**Collected data**:
.....
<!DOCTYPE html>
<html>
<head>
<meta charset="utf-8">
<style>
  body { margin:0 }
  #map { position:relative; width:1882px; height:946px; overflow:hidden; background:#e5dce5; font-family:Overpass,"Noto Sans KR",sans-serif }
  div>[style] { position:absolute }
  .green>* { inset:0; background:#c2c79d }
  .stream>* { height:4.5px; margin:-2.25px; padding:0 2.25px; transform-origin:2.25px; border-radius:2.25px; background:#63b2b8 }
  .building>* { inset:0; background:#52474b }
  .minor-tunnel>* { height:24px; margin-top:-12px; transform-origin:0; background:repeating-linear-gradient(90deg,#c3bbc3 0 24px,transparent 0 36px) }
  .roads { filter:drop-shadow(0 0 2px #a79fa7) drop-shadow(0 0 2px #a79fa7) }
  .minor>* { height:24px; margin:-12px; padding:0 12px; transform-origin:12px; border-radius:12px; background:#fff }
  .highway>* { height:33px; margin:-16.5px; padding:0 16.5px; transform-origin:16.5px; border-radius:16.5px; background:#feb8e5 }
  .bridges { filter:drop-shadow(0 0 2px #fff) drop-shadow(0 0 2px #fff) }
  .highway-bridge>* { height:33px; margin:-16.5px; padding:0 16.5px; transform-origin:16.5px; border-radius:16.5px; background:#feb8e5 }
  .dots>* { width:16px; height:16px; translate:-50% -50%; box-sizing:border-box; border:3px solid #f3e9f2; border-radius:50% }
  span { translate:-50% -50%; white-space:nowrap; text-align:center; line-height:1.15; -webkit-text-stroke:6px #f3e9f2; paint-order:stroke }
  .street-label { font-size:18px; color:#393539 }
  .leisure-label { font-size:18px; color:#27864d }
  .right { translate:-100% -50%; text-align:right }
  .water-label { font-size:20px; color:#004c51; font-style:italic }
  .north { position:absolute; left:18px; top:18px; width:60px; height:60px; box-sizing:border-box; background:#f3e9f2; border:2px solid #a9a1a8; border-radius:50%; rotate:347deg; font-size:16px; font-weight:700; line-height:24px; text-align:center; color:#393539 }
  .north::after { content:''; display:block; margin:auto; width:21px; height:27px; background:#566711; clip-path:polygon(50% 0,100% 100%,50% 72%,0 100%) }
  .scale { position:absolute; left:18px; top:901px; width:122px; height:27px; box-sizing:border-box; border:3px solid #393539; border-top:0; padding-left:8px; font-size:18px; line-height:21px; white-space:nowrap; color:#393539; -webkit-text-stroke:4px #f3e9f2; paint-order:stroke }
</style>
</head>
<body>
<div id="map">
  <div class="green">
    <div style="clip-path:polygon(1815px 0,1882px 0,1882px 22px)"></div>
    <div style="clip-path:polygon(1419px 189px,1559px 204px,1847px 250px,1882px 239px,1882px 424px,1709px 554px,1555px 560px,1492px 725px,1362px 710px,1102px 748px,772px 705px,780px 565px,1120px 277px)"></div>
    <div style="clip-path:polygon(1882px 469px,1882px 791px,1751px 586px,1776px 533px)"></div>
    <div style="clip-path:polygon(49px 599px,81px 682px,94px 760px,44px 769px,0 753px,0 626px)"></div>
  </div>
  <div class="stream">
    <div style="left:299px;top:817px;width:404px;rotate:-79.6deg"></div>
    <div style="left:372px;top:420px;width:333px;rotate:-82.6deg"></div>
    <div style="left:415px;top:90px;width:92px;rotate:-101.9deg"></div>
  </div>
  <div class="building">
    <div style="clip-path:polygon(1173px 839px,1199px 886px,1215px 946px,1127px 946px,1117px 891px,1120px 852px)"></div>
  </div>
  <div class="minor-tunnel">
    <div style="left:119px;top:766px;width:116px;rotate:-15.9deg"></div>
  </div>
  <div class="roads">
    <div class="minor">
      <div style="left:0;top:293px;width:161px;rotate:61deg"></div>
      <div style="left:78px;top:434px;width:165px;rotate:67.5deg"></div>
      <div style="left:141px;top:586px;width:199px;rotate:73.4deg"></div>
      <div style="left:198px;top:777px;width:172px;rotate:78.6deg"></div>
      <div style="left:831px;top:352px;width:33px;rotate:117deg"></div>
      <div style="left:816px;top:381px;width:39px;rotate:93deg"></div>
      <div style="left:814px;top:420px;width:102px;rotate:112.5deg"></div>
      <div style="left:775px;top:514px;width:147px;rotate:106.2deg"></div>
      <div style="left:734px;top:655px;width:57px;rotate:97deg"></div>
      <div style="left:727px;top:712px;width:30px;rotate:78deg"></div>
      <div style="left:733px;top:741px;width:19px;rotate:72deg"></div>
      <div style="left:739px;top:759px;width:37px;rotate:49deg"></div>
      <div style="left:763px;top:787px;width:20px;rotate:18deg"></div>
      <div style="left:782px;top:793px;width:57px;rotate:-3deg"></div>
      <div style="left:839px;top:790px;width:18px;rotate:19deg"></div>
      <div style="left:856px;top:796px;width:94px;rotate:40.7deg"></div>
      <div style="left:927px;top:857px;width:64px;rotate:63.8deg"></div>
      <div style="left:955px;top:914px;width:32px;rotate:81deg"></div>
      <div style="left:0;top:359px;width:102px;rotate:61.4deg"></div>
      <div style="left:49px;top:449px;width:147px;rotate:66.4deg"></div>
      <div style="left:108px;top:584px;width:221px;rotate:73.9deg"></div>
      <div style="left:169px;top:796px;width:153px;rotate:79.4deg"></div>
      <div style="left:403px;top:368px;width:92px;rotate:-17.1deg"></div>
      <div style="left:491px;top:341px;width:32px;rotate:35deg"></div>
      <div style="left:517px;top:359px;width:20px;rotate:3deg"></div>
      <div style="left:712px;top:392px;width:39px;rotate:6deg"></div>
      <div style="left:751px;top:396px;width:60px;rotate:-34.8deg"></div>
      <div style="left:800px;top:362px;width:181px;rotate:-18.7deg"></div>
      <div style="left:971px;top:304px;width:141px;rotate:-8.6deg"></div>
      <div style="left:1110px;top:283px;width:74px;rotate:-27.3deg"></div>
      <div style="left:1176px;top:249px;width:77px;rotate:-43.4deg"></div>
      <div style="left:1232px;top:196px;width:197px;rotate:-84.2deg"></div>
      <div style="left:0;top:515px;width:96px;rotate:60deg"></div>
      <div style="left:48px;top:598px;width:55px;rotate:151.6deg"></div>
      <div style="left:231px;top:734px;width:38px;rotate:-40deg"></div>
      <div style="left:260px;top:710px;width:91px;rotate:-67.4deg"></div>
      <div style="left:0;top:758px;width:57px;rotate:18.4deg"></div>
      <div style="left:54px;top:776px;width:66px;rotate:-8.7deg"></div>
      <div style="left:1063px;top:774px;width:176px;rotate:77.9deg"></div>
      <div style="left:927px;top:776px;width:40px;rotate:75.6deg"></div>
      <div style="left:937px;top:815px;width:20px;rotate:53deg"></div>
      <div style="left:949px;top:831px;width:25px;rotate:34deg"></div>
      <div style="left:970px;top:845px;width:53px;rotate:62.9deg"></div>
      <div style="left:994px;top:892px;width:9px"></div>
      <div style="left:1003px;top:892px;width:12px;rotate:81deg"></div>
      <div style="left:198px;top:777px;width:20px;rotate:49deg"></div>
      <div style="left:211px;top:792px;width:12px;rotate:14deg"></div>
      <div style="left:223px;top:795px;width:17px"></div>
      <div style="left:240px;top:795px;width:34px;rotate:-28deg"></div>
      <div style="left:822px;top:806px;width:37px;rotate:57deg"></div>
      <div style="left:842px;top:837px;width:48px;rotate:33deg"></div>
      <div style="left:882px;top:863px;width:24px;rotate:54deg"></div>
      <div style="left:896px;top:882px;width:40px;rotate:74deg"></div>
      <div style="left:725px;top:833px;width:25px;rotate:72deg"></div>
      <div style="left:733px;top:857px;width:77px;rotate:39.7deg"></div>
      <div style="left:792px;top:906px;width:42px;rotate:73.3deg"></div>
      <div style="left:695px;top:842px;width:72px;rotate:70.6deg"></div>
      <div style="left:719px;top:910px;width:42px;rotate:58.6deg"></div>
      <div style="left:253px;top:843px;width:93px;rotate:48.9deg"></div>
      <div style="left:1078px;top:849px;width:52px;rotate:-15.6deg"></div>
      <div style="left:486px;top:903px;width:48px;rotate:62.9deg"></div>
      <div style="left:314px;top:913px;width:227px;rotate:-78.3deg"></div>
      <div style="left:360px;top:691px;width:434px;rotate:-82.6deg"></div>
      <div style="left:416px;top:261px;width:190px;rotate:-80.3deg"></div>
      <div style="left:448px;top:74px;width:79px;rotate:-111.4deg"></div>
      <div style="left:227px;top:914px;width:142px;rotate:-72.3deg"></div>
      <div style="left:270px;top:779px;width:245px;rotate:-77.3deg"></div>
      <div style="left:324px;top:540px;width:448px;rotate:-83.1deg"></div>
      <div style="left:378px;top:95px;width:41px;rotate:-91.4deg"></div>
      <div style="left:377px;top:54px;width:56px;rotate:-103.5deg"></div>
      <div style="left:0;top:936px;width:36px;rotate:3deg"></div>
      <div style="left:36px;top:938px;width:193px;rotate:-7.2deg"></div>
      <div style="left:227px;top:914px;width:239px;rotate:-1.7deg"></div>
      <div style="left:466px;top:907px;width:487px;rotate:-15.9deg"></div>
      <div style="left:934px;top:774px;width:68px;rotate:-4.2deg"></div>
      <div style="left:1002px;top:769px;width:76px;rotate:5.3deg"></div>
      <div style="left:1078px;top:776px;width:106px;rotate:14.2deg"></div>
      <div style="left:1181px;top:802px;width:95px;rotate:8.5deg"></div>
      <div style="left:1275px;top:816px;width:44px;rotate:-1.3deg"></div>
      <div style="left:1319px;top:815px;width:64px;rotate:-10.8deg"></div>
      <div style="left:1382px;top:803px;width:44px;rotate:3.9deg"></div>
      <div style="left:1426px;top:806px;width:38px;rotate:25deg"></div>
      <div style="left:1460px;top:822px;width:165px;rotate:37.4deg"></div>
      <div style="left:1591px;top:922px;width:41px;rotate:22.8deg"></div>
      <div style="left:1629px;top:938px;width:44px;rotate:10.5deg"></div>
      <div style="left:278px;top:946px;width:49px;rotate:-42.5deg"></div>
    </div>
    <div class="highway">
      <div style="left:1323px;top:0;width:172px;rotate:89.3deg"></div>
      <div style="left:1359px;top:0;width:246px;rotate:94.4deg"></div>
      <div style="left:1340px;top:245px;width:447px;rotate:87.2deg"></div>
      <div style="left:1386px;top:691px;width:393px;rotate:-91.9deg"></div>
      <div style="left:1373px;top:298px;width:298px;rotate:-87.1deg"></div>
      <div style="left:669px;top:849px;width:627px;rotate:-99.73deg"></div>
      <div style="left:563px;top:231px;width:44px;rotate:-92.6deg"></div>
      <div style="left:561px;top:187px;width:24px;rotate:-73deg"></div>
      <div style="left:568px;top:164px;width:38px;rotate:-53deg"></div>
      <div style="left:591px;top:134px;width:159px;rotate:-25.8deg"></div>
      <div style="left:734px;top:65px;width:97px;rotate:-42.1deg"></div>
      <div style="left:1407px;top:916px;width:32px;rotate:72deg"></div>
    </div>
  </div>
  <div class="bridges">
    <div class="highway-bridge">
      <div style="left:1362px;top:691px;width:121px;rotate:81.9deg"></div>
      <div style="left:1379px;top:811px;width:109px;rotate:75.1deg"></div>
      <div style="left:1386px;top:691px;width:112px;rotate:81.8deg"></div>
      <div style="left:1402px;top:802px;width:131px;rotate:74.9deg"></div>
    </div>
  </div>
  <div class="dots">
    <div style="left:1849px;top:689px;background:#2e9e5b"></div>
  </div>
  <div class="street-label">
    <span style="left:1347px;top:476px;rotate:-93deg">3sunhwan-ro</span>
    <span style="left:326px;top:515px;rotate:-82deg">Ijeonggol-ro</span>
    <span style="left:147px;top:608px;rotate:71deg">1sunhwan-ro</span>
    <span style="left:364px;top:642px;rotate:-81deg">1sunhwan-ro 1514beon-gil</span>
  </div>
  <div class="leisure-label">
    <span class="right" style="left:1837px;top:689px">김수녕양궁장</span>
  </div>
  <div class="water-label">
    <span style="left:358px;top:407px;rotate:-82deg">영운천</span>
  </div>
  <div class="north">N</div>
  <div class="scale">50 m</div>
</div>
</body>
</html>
.....
**Your goal**: Check the entries above for the word "bridges" and copy every line where it turns up.

**Output of the exercise**:
  .bridges { filter:drop-shadow(0 0 2px #fff) drop-shadow(0 0 2px #fff) }
  <div class="bridges">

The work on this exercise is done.